Les petits sentiers d’Obaasan : une merveilleuse grand-mère japonaise
C’est un livre pour enfants doux comme une guimauve, à la « nostalgie heureuse »… Delphine Roux (l’auteur de Kokoro que nous avions plébiscité dans notre notre rentrée littéraire de septembre 2015) et Pascale Moteki (dessinatrice des livres de Madame MO que Journal du Japon avait interviewée lors de la sortie du deuxième opus consacré aux fruits et légumes japonais) l’ont créé à quatre mains, comme elles l’avaient fait une première fois avec Bonne nuit Tsuki-san !.
Deux auteures que nous apprécions donc, chez Journal du Japon. Nous avons donc profité de ce nouvel et sympathique ouvrage pour leur poser quelques questions sur sa genèse… Mais place à la présentation de cette fameuse Obaasan, pour commencer…
Notre grand-mère à tous !
Le livre s’ouvre sur la chanson traditionnelle Sakura. Le printemps est là avec ses branches de cerisiers en fleurs, et le souvenir d’Obaasan. Obaasan (qui veut dire grand-mère en japonais) est une charmante vieille dame de 70 ans qui habite à Kyoto dans une ravissante petite machiya (maisons en bois typique des centres-villes japonais, NDLR) près de la maison de la narratrice, Yuki, qui a alors 8 ans. Les cheveux blancs, vêtue d’une robe en lin ou d’une salopette en fonction de ses activités, elle partage avec la petite fille de nombreux moments de bonheur : la couture (qu’elle a enseignée plus jeune), la cuisine (des onigiris décorés, des mochi et de la limonade au yuzu savourés pour le goûter).

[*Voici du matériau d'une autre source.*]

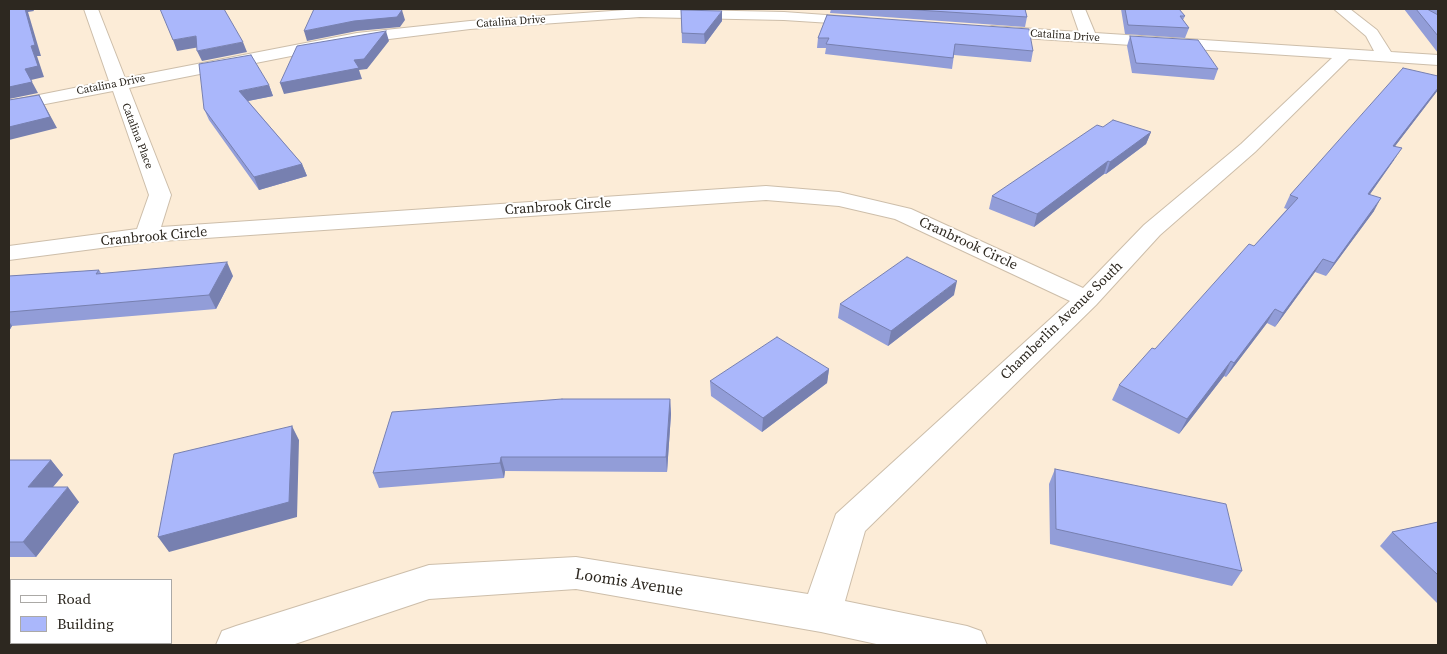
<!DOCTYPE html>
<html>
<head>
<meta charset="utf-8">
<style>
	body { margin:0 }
	#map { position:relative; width:1447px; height:654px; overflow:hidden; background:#fcecd7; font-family:"Source Serif 4",serif }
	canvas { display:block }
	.frame { position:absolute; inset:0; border:10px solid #2d2820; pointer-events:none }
	.legend { position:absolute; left:10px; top:579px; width:162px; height:65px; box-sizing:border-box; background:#fff; border:1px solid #aba9a6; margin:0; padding:6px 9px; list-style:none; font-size:15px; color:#2d2820 }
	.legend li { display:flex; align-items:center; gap:10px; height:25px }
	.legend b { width:25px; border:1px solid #aba9a6 }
</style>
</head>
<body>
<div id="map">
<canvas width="1447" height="654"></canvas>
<div class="frame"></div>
<ul class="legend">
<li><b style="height:6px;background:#fff"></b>Road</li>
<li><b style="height:14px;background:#aab7fb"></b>Building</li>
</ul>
</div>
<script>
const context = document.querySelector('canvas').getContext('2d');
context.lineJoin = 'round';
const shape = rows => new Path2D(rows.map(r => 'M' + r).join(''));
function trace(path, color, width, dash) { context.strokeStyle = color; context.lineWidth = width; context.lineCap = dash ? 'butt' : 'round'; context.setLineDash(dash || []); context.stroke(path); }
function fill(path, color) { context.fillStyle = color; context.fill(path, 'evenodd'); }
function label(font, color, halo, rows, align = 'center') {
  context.font = font + ' "Source Serif 4",serif'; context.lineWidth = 4; context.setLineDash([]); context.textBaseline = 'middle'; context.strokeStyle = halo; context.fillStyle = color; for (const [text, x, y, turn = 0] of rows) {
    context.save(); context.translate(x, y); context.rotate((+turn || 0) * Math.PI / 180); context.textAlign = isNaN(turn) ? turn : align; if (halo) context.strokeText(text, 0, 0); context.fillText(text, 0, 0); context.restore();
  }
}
const minor = shape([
	[84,9,98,9,125,78,357,33,470,21,640,9,784,12,867,18,869,21,867,24,862,25,784,20,640,17,470,29,357,43,129,88,171,195,161,227,766,186,839,192,911,209,1083,288,1144,225,1241,144,1332,58,992,36,987,34,984,31,987,28,992,26,1079,32,1071,9,1085,9,1095,33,1374,51,1366,36,1334,9,1350,9,1377,30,1391,52,1438,55,1438,65,1349,59,1255,152,1160,235,1096,305,865,531,845,601,967,626,981,631,987,645,881,645,821,632,576,589,429,599,292,645,216,645,222,631,236,626,429,565,576,557,808,594,836,514,1070,301,895,219,839,206,766,200,147,242,9,260,9,246,137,229,149,195,113,91,9,111,9,101,109,81,84,9]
]);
const wall = shape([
	[831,9,1025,9,1027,17,1025,27,830,13],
	[1121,9,1179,9,1185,16,1183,20,1189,28,1185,38,1125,34],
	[1404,9,1438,9,1438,53],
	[681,10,722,21,705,44,682,43],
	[827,15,1033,51,1031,62,954,55,952,69,825,54,826,48,817,48,818,38],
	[1130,36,1218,69,1214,80,1132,73,1127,46],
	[269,85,273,96,248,101,302,164,307,176,259,190,209,120,204,109],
	[1438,90,1395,146,1394,160,1370,194,1374,211,1326,276,1315,272,1275,327,1267,323,1226,377,1224,376,1179,434,1112,400,1119,385,1155,349,1254,246,1287,209,1284,208,1290,195],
	[1151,132,1146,144,1106,174,1104,174,1034,227,989,209,992,196],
	[99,270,101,273,233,276,216,309,12,326,9,331,9,276],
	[954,295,888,346,838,318,840,304],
	[829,369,827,383,762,432,711,396,710,381],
	[670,399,671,414,667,472,505,471,504,478,379,488,373,473],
	[9,460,51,460,63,475,53,487,79,502,36,557,9,557],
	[1055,469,1242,571,1232,586,1050,544,1049,484],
	[1438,522,1438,604,1380,546,1392,532]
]);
const shadedWall = shape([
	[25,9,33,9,34,11,28,12,41,56,37,56,44,77,31,80,38,93,9,99,9,87,25,69,31,46],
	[402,10,405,20,400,27,357,31,307,41,304,31],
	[722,11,722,21,705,44,704,34],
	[386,31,389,41,367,69,359,70,362,79,284,94,280,83,354,60],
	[196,36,200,47,177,51,173,40],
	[243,42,247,52,202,61,197,51],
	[269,85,273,96,243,102,239,91],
	[1438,88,1438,90,1386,158,1393,146],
	[39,95,57,128,9,140,9,127],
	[1151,132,1146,144,1106,174,1110,162],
	[1402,148,1394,160,1361,207,1368,194],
	[1108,161,1104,174,1034,227,1037,214],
	[302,164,307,176,259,190,254,177],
	[1381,198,1374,211,1326,276,1334,263],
	[1323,259,1315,272,1275,327,1283,313],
	[227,262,233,276,216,309,209,295],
	[957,281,954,295,888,346,891,331],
	[1275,309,1267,323,1226,377,1234,363],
	[9,321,12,326,9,331],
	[1231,361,1224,376,1179,434,1187,419],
	[829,369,827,383,762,432,763,418],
	[670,399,671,414,667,472,666,457],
	[292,426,299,440,297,517,169,552,158,537],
	[501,457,505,471,504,478,500,463],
	[51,460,63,475,40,502,28,487],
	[68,487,79,502,36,557,23,542]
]);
const building = shape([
	[9,9,25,9,35,45,31,46,38,66,25,69,32,82,9,87,9,9],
	[160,9,224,9,243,42,197,51,196,36,173,40,160,9],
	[314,9,399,9,402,10,397,17,354,21,304,31,314,9],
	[901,9,1025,9,1027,17,901,9],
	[1125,9,1179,9,1185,16,1180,16,1189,28,1128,25,1125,9],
	[1416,9,1427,9,1438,15,1438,36,1416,9],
	[681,10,722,11,704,34,682,33,681,10],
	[827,15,1029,29,1033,51,955,44,953,58,826,44,829,38,818,38,827,15],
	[386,31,364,59,354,60,359,68,280,83,297,46,386,31],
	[1130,36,1198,40,1218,69,1136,63,1130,36],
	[251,55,269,85,239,91,302,164,254,177,204,109,199,64,251,55],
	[1403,68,1438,76,1438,88,1393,146,1402,148,1368,194,1381,198,1334,263,1323,259,1283,313,1275,309,1234,363,1231,361,1187,419,1119,385,1152,348,1155,349,1249,244,1254,246,1298,198,1290,195,1403,68],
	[39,95,50,117,9,127,9,100,39,95],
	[1113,120,1151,132,1110,162,1108,161,1037,214,992,196,1097,125,1103,127,1113,120],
	[907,257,957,281,891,331,840,304,907,257],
	[227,262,209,295,9,312,9,276,99,270,96,274,227,262],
	[777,337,829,369,763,418,710,381,777,337],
	[562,399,670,399,666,457,501,457,500,463,373,473,392,412,562,399],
	[292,426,289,502,158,537,174,454,292,426],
	[9,460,51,460,28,487,68,487,23,542,9,542,9,460],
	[1055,469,1226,504,1242,571,1056,529,1055,469],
	[1438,522,1438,575,1392,532,1438,522]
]);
const farStreetnames = [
	["Catalina Drive",511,22,-4],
	["Catalina Drive",1065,36,4],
	["Catalina Drive",111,85,-11],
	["Catalina Place",137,136,69]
];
const streetNames = [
	["Cranbrook Circle",558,207,-4],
	["Cranbrook Circle",154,237,-5],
	["Cranbrook Circle",968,244,25],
	["Chamberlin Avenue South",1062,321,-44]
];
const nearStreetnames = [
	["Loomis Avenue",629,583,9]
];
trace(minor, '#cdbeaa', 2);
fill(minor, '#fff');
fill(wall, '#929dd8');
fill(shadedWall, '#7780b0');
fill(building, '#aab7fb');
trace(building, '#7780b0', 1);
label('11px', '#2d2820', '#fff', farStreetnames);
label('14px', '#2d2820', '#fff', streetNames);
label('16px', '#2d2820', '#fff', nearStreetnames);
</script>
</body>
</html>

Obaasan est une personne généreuse : elle pose les légumes de son potager devant sa porte et chacun peut se servir, elle aime aider les touristes perdus et leur offre à chaque fois une grue en origami. Si elle a été mariée, elle n’a pas eu d’enfant. Elle a voyagé : en France où elle a pu admirer la Tour Eiffel et le Mont Saint Michel … et ses crêpes !. Elle aime surtout profiter des petits bonheurs qu’offre le quotidien : « dans le présent, ici et maintenant » est la devise que l’on peut lire au-dessus de l’évier de la cuisine.
La narratrice grandit, a envie de découvrir le monde (grâce aux récits d’Obaasan). A son départ, la vieille dame lui offre un kimono ancien et une kokeshi (poupée en bois) qu’elle tient de sa grand-mère. Malgré la distance, elles restent proches et Yuki lui écrit souvent, accompagnant son texte de haïkus de Sôseki.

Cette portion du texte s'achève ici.